Task inputs below:
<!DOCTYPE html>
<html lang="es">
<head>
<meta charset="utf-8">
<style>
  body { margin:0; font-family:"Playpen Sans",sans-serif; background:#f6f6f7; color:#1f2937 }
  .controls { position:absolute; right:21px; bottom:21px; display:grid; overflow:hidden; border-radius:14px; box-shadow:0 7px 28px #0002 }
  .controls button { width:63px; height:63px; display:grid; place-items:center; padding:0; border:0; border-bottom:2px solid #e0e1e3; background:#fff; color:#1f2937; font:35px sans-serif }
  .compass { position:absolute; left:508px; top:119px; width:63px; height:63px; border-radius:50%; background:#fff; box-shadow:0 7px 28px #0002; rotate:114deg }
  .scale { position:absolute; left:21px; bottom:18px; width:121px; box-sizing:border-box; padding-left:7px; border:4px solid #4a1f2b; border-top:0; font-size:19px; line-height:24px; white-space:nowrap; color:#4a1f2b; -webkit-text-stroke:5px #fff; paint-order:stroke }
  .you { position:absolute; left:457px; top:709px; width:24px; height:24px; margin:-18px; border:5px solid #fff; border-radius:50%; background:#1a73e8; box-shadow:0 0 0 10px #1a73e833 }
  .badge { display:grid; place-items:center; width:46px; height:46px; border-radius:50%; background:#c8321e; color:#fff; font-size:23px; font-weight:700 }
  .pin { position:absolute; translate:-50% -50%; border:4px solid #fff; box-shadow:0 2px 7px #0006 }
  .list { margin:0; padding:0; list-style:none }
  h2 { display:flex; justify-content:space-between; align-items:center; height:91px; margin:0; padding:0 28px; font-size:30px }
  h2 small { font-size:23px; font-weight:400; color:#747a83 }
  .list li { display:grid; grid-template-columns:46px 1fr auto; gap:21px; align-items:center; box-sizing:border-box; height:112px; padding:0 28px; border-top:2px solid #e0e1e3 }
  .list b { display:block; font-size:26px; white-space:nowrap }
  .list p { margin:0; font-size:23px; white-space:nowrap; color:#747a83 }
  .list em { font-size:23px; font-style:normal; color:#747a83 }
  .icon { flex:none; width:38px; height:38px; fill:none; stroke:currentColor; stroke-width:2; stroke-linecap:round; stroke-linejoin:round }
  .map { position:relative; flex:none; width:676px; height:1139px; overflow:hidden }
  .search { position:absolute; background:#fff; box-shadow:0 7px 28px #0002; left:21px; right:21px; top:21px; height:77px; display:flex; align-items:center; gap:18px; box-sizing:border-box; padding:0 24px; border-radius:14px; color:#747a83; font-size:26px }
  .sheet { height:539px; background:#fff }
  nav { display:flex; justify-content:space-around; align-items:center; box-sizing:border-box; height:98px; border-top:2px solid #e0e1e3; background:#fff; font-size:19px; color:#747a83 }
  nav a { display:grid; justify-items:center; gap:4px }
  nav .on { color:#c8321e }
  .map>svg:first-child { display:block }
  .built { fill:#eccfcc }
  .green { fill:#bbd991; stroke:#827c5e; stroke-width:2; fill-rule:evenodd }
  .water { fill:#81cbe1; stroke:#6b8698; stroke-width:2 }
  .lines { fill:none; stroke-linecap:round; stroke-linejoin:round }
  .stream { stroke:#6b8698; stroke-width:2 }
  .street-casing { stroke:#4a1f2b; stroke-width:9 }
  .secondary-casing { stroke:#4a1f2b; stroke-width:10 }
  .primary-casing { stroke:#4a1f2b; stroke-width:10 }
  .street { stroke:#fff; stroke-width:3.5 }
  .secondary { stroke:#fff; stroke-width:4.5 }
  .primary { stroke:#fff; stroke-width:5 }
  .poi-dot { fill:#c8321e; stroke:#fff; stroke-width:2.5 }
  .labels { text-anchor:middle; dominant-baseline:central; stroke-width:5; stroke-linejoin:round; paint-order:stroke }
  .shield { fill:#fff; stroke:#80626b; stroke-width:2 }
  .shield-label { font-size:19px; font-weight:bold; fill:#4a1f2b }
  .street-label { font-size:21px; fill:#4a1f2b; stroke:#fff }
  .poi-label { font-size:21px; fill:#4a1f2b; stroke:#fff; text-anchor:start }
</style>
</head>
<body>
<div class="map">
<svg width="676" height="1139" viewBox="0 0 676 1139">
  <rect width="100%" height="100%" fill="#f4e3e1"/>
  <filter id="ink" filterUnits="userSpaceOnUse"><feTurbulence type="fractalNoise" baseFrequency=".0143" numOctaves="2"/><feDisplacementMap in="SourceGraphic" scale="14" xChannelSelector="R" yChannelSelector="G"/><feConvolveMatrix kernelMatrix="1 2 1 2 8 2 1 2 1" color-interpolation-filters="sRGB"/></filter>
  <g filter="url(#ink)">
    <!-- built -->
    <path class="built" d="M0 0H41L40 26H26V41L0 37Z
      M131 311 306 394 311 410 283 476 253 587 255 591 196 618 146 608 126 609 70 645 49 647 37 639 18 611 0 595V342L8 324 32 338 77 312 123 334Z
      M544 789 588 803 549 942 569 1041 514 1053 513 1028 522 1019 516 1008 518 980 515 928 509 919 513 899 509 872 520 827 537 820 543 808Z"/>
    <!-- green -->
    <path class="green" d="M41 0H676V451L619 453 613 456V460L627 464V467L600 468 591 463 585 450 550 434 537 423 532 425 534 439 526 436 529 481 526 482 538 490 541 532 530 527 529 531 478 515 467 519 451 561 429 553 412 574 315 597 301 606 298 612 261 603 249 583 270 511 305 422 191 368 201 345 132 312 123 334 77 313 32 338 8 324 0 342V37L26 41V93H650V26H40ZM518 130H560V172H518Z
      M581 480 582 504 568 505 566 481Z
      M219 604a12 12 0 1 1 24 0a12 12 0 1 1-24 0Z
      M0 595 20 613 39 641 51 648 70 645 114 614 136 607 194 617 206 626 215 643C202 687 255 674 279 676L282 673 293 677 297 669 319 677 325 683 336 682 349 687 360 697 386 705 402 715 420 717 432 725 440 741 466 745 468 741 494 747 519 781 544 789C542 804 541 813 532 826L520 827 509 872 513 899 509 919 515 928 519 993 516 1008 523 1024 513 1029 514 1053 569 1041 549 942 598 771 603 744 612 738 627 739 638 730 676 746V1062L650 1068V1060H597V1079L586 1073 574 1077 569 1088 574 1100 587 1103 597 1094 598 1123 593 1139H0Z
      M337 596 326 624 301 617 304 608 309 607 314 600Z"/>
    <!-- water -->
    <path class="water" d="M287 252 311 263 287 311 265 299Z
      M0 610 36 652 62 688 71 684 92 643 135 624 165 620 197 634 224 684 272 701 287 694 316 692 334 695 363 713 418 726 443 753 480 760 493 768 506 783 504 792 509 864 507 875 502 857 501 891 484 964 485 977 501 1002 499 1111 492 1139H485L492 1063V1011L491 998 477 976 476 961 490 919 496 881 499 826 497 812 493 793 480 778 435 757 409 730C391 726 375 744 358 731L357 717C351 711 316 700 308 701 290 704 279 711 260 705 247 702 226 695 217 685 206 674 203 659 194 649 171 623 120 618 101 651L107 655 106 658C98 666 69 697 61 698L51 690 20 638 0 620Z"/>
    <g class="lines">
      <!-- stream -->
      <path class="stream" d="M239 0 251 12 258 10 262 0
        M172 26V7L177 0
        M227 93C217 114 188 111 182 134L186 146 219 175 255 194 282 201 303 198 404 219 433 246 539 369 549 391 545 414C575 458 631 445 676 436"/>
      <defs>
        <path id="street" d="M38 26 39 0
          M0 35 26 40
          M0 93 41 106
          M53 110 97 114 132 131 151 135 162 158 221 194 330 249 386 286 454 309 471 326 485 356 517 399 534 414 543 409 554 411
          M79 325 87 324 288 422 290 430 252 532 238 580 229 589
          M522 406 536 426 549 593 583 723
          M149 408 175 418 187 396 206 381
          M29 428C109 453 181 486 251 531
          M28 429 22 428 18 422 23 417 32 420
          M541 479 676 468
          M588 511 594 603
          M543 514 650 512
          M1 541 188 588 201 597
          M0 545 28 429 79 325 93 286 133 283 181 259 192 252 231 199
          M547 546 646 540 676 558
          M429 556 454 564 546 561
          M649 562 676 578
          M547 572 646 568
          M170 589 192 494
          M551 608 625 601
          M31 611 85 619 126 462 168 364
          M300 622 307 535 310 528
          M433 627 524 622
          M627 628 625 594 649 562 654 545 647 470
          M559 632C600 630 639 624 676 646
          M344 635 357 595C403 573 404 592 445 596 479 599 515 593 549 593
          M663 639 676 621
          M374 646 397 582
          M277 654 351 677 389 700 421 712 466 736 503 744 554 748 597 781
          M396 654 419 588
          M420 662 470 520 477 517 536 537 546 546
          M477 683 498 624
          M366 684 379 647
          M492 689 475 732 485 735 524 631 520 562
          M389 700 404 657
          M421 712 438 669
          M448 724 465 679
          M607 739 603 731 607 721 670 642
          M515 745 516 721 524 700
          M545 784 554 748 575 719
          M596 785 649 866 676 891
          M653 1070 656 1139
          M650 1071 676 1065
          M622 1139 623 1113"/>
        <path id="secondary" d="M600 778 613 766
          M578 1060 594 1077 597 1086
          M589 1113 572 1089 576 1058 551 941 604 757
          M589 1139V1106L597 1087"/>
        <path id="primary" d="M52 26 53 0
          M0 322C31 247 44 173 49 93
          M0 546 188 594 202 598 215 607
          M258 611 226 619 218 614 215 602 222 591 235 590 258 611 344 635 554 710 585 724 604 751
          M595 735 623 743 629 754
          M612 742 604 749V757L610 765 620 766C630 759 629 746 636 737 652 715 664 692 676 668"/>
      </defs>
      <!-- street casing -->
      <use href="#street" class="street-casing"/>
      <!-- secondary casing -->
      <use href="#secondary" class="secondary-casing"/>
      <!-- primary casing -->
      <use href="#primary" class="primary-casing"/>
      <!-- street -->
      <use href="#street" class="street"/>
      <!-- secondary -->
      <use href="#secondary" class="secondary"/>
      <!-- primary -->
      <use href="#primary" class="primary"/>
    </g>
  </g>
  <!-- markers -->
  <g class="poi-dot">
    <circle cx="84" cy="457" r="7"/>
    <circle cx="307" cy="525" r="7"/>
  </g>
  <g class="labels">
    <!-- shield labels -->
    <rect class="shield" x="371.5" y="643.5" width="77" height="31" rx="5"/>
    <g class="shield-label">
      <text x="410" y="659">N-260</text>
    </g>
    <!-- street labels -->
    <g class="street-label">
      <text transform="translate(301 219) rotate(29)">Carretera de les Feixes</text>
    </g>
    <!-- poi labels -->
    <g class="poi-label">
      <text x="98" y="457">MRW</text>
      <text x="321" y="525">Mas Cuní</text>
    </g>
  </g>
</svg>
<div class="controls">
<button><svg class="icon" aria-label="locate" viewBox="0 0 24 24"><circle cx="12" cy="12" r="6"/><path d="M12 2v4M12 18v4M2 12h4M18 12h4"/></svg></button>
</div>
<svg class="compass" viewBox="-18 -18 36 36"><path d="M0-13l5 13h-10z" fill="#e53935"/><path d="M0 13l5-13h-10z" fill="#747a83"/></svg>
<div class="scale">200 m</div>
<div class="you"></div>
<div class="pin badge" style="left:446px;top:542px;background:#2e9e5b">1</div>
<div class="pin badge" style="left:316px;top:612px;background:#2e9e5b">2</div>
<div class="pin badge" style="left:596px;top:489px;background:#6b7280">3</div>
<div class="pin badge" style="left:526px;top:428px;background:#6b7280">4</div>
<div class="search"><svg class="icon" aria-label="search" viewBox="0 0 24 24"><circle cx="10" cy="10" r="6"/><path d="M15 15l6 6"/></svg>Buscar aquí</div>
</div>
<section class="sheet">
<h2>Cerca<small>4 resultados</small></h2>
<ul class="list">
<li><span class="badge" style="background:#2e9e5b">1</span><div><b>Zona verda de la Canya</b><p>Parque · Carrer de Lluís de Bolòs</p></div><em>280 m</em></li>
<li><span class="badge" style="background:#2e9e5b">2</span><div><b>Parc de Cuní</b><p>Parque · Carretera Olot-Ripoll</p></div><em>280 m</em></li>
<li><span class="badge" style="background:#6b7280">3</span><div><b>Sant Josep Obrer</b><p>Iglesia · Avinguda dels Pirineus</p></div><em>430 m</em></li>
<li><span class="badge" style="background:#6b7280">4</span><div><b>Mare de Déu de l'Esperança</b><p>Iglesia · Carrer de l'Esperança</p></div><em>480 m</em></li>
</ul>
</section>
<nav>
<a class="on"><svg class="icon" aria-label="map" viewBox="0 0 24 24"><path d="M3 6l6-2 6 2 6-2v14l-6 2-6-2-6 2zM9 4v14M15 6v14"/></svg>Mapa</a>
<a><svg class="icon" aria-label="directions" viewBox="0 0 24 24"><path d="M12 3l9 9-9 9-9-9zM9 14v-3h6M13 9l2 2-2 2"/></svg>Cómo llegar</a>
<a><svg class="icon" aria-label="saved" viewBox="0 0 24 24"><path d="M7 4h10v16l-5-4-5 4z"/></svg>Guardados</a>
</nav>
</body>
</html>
End of Task inputs.
Using the data above, repeat exactly the lines that begin at the line with "font-size:23px; font-style:normal; color:#747a83" and end at the line with "2 1 2 8 2 1", both ends included.

  .list em { font-size:23px; font-style:normal; color:#747a83 }
  .icon { flex:none; width:38px; height:38px; fill:none; stroke:currentColor; stroke-width:2; stroke-linecap:round; stroke-linejoin:round }
  .map { position:relative; flex:none; width:676px; height:1139px; overflow:hidden }
  .search { position:absolute; background:#fff; box-shadow:0 7px 28px #0002; left:21px; right:21px; top:21px; height:77px; display:flex; align-items:center; gap:18px; box-sizing:border-box; padding:0 24px; border-radius:14px; color:#747a83; font-size:26px }
  .sheet { height:539px; background:#fff }
  nav { display:flex; justify-content:space-around; align-items:center; box-sizing:border-box; height:98px; border-top:2px solid #e0e1e3; background:#fff; font-size:19px; color:#747a83 }
  nav a { display:grid; justify-items:center; gap:4px }
  nav .on { color:#c8321e }
  .map>svg:first-child { display:block }
  .built { fill:#eccfcc }
  .green { fill:#bbd991; stroke:#827c5e; stroke-width:2; fill-rule:evenodd }
  .water { fill:#81cbe1; stroke:#6b8698; stroke-width:2 }
  .lines { fill:none; stroke-linecap:round; stroke-linejoin:round }
  .stream { stroke:#6b8698; stroke-width:2 }
  .street-casing { stroke:#4a1f2b; stroke-width:9 }
  .secondary-casing { stroke:#4a1f2b; stroke-width:10 }
  .primary-casing { stroke:#4a1f2b; stroke-width:10 }
  .street { stroke:#fff; stroke-width:3.5 }
  .secondary { stroke:#fff; stroke-width:4.5 }
  .primary { stroke:#fff; stroke-width:5 }
  .poi-dot { fill:#c8321e; stroke:#fff; stroke-width:2.5 }
  .labels { text-anchor:middle; dominant-baseline:central; stroke-width:5; stroke-linejoin:round; paint-order:stroke }
  .shield { fill:#fff; stroke:#80626b; stroke-width:2 }
  .shield-label { font-size:19px; font-weight:bold; fill:#4a1f2b }
  .street-label { font-size:21px; fill:#4a1f2b; stroke:#fff }
  .poi-label { font-size:21px; fill:#4a1f2b; stroke:#fff; text-anchor:start }
</style>
</head>
<body>
<div class="map">
<svg width="676" height="1139" viewBox="0 0 676 1139">
  <rect width="100%" height="100%" fill="#f4e3e1"/>
  <filter id="ink" filterUnits="userSpaceOnUse"><feTurbulence type="fractalNoise" baseFrequency=".0143" numOctaves="2"/><feDisplacementMap in="SourceGraphic" scale="14" xChannelSelector="R" yChannelSelector="G"/><feConvolveMatrix kernelMatrix="1 2 1 2 8 2 1 2 1" color-interpolation-filters="sRGB"/></filter>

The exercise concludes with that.